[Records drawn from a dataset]
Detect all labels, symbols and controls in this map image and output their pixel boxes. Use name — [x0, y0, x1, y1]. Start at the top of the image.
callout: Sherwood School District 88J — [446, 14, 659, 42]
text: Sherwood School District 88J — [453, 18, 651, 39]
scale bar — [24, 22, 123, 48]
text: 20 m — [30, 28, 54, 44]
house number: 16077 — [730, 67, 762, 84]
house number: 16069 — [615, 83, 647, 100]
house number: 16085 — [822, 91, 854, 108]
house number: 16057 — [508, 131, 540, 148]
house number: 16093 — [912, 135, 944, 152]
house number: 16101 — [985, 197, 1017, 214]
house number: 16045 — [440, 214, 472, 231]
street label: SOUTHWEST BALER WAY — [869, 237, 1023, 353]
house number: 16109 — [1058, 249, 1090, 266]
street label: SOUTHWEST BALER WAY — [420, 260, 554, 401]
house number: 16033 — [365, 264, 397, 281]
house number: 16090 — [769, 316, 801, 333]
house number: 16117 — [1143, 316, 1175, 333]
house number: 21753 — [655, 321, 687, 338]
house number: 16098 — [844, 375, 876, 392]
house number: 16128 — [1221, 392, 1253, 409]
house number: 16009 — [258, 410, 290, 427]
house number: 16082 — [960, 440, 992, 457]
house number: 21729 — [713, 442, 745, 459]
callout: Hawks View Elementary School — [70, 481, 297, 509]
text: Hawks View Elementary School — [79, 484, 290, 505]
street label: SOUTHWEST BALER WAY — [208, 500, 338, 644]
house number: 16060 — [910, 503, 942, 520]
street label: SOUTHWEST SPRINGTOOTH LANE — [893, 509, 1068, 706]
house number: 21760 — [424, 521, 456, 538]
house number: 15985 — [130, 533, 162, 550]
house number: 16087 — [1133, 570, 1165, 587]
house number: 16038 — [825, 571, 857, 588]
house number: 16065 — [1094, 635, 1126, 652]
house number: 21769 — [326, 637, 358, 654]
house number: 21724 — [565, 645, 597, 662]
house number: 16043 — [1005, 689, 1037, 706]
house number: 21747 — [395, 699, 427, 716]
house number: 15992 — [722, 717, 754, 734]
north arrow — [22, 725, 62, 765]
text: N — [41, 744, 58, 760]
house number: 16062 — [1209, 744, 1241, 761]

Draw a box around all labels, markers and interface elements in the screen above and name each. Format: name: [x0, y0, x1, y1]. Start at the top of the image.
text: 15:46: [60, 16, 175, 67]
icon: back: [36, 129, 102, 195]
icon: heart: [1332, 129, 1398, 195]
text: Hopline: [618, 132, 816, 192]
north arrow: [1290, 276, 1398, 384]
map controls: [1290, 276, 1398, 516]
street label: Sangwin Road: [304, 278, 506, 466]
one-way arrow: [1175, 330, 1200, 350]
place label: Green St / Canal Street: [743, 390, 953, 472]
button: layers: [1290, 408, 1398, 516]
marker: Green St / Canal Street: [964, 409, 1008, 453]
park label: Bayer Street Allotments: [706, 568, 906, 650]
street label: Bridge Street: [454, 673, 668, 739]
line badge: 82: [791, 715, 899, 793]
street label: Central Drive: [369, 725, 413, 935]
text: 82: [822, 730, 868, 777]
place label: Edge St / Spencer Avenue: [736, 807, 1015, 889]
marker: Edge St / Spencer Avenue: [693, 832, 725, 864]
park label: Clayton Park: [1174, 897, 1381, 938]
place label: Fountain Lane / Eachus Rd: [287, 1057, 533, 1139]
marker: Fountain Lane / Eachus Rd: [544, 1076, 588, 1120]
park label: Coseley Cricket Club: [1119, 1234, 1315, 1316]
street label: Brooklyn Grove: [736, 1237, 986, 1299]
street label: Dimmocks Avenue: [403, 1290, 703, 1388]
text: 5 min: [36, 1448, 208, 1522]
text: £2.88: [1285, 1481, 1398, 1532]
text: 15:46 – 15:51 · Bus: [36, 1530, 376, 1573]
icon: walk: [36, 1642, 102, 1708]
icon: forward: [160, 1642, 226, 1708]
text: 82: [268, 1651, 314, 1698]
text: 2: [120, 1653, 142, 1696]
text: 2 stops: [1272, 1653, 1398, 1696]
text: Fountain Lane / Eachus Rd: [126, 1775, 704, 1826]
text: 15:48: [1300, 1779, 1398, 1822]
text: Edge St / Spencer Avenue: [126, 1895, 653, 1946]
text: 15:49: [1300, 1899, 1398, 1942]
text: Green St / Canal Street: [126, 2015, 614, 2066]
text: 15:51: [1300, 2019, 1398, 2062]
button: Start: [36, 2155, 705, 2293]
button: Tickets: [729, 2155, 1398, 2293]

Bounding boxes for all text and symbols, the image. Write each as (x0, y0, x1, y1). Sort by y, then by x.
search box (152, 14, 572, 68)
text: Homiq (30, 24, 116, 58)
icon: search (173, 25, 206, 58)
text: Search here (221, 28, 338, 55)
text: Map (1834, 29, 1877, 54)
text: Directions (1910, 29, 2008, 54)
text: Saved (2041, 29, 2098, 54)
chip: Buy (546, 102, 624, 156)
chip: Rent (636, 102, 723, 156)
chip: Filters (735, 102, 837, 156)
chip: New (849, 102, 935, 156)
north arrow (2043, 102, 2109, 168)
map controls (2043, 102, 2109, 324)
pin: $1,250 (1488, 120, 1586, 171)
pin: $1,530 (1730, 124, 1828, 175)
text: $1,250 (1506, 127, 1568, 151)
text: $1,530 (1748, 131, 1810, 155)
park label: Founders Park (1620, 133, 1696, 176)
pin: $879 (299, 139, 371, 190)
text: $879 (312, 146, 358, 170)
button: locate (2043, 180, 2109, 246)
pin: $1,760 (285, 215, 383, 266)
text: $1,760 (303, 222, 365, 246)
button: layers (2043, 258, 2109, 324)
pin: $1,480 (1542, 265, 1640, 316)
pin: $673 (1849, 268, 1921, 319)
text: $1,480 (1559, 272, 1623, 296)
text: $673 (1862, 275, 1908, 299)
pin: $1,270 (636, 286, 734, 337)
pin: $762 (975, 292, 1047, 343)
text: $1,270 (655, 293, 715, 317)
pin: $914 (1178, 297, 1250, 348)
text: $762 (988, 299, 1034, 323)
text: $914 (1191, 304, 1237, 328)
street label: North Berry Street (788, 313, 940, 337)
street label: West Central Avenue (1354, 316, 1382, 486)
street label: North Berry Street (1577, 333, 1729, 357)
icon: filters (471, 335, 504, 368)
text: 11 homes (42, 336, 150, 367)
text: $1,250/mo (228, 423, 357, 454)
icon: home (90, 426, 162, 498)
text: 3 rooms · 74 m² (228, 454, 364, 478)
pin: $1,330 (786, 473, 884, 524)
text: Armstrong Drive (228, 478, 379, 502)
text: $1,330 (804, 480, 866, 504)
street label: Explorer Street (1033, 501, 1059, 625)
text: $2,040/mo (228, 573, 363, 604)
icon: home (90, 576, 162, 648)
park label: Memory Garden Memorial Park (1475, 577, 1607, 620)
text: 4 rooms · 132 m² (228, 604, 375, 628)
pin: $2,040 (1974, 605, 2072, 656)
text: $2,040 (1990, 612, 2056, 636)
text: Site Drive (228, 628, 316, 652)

Task details: Only a number is asked for here: the count of lines in the records that hold "District".

Output of the task: 2